§ **PROVIDED MATERIAL**:
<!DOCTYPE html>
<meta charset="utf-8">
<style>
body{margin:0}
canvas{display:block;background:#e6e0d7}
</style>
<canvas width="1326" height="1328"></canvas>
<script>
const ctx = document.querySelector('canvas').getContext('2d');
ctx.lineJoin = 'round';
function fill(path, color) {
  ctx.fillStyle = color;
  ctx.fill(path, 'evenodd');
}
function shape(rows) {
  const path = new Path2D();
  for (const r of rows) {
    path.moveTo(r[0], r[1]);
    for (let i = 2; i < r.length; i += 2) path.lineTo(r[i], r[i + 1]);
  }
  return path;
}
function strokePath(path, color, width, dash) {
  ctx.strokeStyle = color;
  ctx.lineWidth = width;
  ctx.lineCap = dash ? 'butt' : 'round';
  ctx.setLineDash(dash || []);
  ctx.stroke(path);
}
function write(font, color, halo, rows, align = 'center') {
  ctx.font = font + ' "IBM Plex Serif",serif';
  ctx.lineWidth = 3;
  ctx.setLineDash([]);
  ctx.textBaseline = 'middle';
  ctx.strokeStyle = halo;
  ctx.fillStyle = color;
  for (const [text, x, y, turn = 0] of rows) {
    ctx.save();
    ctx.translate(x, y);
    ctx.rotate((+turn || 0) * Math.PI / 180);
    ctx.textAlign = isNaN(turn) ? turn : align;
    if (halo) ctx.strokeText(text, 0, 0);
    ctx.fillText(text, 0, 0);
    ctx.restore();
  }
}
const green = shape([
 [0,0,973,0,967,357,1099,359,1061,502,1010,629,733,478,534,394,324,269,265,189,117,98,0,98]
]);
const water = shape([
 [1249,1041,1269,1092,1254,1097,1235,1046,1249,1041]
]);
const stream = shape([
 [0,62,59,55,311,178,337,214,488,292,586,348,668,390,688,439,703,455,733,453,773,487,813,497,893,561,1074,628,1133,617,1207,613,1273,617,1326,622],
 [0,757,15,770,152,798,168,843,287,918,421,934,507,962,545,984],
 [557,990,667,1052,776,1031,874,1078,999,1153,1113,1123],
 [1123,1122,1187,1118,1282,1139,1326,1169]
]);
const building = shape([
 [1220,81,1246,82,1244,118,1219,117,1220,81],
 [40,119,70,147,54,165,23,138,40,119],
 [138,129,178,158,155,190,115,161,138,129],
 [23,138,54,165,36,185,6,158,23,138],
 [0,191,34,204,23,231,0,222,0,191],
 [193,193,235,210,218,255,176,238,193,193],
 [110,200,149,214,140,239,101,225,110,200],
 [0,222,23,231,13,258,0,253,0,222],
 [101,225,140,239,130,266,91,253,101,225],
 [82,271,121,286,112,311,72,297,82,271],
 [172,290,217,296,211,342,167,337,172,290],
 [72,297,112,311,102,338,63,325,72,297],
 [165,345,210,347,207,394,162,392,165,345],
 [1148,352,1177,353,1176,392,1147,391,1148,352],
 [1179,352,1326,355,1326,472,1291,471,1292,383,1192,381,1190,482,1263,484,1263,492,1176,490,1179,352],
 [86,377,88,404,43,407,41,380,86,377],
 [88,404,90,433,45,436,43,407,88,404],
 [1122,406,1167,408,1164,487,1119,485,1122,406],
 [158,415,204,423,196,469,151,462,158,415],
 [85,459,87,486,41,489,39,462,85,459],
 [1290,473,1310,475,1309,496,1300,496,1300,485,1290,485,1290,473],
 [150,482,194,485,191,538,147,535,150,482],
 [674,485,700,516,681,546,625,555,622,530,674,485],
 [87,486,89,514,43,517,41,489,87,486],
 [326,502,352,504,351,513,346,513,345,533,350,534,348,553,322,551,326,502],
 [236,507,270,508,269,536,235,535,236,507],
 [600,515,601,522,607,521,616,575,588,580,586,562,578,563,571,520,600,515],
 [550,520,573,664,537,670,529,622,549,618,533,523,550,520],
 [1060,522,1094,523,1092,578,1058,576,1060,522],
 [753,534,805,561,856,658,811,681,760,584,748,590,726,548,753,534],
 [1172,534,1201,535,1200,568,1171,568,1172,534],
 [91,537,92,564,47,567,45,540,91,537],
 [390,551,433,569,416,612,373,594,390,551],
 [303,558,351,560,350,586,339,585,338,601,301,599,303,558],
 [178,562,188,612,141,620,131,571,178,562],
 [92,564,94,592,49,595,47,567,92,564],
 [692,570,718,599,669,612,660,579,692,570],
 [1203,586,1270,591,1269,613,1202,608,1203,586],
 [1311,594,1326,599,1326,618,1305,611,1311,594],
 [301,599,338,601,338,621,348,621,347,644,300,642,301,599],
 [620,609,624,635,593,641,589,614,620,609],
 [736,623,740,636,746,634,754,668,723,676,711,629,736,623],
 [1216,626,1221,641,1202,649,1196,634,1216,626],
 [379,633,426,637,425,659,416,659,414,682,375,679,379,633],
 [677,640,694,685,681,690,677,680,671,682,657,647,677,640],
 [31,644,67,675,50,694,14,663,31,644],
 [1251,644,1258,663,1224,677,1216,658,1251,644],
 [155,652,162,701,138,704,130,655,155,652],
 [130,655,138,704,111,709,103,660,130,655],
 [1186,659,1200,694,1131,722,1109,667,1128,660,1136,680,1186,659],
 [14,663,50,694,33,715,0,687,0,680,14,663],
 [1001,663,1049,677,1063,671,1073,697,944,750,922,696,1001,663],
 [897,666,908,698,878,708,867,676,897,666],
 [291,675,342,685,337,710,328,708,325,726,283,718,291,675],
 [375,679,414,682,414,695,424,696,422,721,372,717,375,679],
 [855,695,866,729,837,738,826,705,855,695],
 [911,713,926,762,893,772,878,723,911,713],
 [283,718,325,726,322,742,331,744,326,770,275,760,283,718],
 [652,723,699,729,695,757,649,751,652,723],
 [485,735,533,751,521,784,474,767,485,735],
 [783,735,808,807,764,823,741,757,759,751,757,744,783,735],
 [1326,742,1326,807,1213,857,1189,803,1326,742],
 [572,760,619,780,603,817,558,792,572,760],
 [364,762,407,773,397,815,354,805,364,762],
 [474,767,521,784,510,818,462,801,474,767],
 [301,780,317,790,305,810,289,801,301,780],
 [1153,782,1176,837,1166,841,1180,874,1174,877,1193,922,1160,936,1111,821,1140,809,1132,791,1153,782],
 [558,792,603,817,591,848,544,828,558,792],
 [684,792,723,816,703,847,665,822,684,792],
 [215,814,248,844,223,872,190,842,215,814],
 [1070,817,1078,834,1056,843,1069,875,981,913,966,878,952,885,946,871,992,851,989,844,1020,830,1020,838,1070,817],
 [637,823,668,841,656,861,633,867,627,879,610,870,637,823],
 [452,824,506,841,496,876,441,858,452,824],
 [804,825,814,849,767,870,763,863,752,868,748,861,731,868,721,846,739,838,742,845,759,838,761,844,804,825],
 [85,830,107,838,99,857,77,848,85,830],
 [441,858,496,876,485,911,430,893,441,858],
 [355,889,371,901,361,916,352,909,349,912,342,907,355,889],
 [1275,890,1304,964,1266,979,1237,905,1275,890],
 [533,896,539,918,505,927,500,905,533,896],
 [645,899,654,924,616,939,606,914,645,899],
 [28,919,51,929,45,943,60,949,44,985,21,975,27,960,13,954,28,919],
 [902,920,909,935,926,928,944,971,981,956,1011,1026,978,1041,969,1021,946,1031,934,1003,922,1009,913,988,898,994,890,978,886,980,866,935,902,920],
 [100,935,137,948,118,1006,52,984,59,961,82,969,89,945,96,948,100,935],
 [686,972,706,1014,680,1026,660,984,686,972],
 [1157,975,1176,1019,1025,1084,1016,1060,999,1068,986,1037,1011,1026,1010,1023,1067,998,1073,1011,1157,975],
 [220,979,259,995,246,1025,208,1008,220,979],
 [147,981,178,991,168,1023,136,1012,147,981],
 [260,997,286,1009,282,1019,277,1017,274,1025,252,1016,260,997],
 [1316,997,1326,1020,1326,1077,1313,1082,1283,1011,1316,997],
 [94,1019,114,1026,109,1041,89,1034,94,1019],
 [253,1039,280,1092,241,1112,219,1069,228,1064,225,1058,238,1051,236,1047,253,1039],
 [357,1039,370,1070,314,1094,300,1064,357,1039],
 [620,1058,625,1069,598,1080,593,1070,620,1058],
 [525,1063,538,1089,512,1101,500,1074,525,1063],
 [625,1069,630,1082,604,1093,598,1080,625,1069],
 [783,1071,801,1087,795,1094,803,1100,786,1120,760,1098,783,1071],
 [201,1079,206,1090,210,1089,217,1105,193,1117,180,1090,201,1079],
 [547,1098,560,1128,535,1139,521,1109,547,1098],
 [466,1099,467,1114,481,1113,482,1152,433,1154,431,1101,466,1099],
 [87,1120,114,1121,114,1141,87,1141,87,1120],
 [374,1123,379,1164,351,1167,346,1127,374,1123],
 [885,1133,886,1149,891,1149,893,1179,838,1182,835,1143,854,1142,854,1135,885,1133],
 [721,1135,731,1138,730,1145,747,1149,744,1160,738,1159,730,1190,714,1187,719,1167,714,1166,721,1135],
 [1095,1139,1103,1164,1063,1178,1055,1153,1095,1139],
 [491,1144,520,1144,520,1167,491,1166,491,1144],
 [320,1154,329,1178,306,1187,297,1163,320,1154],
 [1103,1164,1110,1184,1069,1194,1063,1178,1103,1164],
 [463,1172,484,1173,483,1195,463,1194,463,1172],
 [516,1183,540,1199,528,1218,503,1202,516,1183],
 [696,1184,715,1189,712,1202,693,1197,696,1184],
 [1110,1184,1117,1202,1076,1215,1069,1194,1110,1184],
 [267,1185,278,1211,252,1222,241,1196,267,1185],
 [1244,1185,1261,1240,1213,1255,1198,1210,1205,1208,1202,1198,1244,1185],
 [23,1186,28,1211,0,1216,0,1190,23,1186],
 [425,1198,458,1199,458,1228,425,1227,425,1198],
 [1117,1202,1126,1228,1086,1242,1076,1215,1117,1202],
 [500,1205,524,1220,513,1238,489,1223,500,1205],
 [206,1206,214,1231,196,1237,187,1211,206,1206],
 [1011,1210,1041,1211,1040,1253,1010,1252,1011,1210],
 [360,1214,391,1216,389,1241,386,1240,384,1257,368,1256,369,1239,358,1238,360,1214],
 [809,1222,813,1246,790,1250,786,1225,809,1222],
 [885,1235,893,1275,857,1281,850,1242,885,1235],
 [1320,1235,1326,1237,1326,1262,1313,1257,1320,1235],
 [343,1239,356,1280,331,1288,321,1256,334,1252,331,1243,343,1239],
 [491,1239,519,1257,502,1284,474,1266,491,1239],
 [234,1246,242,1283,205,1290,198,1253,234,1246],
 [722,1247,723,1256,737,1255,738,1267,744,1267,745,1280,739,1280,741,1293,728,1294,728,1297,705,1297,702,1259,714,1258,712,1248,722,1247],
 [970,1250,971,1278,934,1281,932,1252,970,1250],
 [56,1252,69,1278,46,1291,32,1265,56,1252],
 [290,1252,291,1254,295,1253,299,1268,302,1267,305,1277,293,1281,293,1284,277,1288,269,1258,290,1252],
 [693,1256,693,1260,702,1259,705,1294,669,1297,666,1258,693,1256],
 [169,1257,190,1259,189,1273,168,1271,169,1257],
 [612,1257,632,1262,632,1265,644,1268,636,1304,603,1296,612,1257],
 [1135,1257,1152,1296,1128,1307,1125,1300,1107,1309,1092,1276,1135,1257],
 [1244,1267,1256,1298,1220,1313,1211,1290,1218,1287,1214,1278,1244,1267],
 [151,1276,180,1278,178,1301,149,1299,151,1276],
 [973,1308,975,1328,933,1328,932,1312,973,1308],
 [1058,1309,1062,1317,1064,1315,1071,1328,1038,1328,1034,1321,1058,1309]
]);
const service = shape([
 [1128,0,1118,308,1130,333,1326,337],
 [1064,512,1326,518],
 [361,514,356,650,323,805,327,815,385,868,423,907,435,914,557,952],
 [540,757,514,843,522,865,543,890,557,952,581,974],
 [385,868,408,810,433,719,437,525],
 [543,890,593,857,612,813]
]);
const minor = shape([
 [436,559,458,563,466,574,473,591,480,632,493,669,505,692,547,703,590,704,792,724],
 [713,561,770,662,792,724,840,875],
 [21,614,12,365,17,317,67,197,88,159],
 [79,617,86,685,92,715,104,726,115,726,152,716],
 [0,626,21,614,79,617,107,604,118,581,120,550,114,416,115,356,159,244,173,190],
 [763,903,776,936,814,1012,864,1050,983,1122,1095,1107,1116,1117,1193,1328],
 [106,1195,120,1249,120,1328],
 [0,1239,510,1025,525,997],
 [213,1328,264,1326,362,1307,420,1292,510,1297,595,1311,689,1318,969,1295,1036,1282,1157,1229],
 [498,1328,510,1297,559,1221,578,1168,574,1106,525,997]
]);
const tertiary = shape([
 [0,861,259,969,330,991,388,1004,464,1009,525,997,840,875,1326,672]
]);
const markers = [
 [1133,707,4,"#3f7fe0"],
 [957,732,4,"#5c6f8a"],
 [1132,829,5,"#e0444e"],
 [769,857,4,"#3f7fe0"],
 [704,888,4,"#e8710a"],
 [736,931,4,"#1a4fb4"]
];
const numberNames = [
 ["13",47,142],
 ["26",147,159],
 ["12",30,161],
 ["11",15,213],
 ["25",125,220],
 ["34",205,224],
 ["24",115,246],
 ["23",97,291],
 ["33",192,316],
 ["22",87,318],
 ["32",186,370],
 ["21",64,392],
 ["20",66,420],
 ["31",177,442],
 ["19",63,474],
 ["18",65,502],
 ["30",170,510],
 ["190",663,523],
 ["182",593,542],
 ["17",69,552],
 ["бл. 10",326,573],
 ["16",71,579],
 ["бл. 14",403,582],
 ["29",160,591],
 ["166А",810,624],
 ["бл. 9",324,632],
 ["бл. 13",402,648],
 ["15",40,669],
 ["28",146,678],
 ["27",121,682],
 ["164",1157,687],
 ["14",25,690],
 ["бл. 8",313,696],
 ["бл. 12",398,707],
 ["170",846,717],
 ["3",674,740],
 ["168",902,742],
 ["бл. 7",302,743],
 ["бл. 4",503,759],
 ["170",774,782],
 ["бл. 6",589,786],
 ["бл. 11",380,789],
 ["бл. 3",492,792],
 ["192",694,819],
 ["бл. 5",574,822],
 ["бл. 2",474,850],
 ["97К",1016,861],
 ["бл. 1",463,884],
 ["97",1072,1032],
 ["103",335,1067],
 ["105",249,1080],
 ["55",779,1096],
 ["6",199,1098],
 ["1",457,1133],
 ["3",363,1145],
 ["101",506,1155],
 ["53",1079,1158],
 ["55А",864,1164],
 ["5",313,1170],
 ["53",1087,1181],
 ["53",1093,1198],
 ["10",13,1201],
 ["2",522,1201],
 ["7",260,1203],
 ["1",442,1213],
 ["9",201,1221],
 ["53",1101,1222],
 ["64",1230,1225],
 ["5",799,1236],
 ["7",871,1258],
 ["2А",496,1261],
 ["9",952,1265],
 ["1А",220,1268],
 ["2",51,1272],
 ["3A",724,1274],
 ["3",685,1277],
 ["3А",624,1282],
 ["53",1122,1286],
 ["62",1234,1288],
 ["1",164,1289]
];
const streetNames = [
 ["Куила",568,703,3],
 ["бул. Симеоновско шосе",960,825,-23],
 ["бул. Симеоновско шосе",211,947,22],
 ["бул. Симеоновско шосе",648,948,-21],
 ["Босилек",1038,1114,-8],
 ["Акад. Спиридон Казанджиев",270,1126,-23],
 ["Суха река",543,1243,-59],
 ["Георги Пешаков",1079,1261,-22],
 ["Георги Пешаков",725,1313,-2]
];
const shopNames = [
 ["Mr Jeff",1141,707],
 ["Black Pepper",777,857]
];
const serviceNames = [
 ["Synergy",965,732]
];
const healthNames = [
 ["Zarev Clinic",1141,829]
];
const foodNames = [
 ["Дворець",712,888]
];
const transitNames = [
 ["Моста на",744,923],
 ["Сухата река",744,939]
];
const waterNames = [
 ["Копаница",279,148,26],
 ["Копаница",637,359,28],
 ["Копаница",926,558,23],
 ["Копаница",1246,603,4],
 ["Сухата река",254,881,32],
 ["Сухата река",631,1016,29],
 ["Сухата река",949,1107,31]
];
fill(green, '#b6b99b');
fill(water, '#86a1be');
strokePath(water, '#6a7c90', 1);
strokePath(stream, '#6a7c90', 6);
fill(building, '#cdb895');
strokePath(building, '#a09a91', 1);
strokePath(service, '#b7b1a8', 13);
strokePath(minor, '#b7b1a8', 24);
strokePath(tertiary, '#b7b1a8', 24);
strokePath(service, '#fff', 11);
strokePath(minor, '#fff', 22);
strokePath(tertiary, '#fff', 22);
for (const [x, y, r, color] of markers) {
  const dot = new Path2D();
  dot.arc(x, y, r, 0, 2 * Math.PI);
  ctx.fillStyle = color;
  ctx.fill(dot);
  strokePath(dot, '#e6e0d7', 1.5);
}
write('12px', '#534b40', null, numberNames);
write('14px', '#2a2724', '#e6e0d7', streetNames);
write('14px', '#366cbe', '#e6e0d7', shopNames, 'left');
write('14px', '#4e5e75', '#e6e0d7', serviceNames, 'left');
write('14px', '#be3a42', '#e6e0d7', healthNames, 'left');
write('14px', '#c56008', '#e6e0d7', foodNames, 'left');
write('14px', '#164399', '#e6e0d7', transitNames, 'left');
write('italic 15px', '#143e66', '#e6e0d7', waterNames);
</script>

§ **REQUIRED WORK**: Quote verbatim the opening lines of the listing above, ending with the line where "path.moveTo(r[0], r[1]);" appears; include both endpoints and nothing more.

§ **OUTPUT FOR THIS TASK**:
<!DOCTYPE html>
<meta charset="utf-8">
<style>
body{margin:0}
canvas{display:block;background:#e6e0d7}
</style>
<canvas width="1326" height="1328"></canvas>
<script>
const ctx = document.querySelector('canvas').getContext('2d');
ctx.lineJoin = 'round';
function fill(path, color) {
  ctx.fillStyle = color;
  ctx.fill(path, 'evenodd');
}
function shape(rows) {
  const path = new Path2D();
  for (const r of rows) {
    path.moveTo(r[0], r[1]);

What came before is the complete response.